* [TASK TO COMPLETE]
Your response should consist of every line below, reproduced without alteration.

* [DATA PROVIDED]
=====

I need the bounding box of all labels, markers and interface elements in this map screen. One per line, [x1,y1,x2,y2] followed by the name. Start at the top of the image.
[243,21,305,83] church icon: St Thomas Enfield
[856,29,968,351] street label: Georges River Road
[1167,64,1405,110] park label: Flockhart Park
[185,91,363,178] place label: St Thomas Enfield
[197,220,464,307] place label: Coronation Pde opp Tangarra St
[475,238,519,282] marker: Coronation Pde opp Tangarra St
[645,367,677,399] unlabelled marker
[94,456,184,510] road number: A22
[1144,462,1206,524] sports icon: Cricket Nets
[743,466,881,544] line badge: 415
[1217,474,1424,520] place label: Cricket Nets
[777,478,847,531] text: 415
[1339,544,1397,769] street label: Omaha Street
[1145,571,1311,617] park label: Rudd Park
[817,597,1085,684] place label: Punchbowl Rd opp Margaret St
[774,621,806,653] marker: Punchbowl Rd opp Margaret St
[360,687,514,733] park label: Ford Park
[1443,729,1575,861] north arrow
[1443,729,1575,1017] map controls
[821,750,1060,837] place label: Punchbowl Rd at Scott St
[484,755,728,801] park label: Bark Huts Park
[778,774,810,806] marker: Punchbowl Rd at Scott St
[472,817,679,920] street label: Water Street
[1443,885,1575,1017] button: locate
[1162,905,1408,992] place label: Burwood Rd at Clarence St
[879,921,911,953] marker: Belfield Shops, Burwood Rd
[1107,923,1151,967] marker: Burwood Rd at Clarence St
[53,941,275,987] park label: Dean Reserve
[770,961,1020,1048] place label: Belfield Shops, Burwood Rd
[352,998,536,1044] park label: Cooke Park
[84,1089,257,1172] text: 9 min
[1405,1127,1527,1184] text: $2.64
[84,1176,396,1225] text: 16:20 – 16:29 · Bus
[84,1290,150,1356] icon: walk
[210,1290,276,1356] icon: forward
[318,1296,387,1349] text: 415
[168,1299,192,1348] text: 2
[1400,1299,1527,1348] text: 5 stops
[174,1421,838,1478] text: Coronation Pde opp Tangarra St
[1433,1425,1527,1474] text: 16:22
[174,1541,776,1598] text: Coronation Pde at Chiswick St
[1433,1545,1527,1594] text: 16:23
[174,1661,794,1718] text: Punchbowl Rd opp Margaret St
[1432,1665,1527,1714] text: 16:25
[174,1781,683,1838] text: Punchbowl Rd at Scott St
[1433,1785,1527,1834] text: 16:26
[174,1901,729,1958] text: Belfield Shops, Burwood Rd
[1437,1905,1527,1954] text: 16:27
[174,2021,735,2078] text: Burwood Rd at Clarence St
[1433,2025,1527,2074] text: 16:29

=====

* [SOLUTION]
I need the bounding box of all labels, markers and interface elements in this map screen. One per line, [x1,y1,x2,y2] followed by the name. Start at the top of the image.
[243,21,305,83] church icon: St Thomas Enfield
[856,29,968,351] street label: Georges River Road
[1167,64,1405,110] park label: Flockhart Park
[185,91,363,178] place label: St Thomas Enfield
[197,220,464,307] place label: Coronation Pde opp Tangarra St
[475,238,519,282] marker: Coronation Pde opp Tangarra St
[645,367,677,399] unlabelled marker
[94,456,184,510] road number: A22
[1144,462,1206,524] sports icon: Cricket Nets
[743,466,881,544] line badge: 415
[1217,474,1424,520] place label: Cricket Nets
[777,478,847,531] text: 415
[1339,544,1397,769] street label: Omaha Street
[1145,571,1311,617] park label: Rudd Park
[817,597,1085,684] place label: Punchbowl Rd opp Margaret St
[774,621,806,653] marker: Punchbowl Rd opp Margaret St
[360,687,514,733] park label: Ford Park
[1443,729,1575,861] north arrow
[1443,729,1575,1017] map controls
[821,750,1060,837] place label: Punchbowl Rd at Scott St
[484,755,728,801] park label: Bark Huts Park
[778,774,810,806] marker: Punchbowl Rd at Scott St
[472,817,679,920] street label: Water Street
[1443,885,1575,1017] button: locate
[1162,905,1408,992] place label: Burwood Rd at Clarence St
[879,921,911,953] marker: Belfield Shops, Burwood Rd
[1107,923,1151,967] marker: Burwood Rd at Clarence St
[53,941,275,987] park label: Dean Reserve
[770,961,1020,1048] place label: Belfield Shops, Burwood Rd
[352,998,536,1044] park label: Cooke Park
[84,1089,257,1172] text: 9 min
[1405,1127,1527,1184] text: $2.64
[84,1176,396,1225] text: 16:20 – 16:29 · Bus
[84,1290,150,1356] icon: walk
[210,1290,276,1356] icon: forward
[318,1296,387,1349] text: 415
[168,1299,192,1348] text: 2
[1400,1299,1527,1348] text: 5 stops
[174,1421,838,1478] text: Coronation Pde opp Tangarra St
[1433,1425,1527,1474] text: 16:22
[174,1541,776,1598] text: Coronation Pde at Chiswick St
[1433,1545,1527,1594] text: 16:23
[174,1661,794,1718] text: Punchbowl Rd opp Margaret St
[1432,1665,1527,1714] text: 16:25
[174,1781,683,1838] text: Punchbowl Rd at Scott St
[1433,1785,1527,1834] text: 16:26
[174,1901,729,1958] text: Belfield Shops, Burwood Rd
[1437,1905,1527,1954] text: 16:27
[174,2021,735,2078] text: Burwood Rd at Clarence St
[1433,2025,1527,2074] text: 16:29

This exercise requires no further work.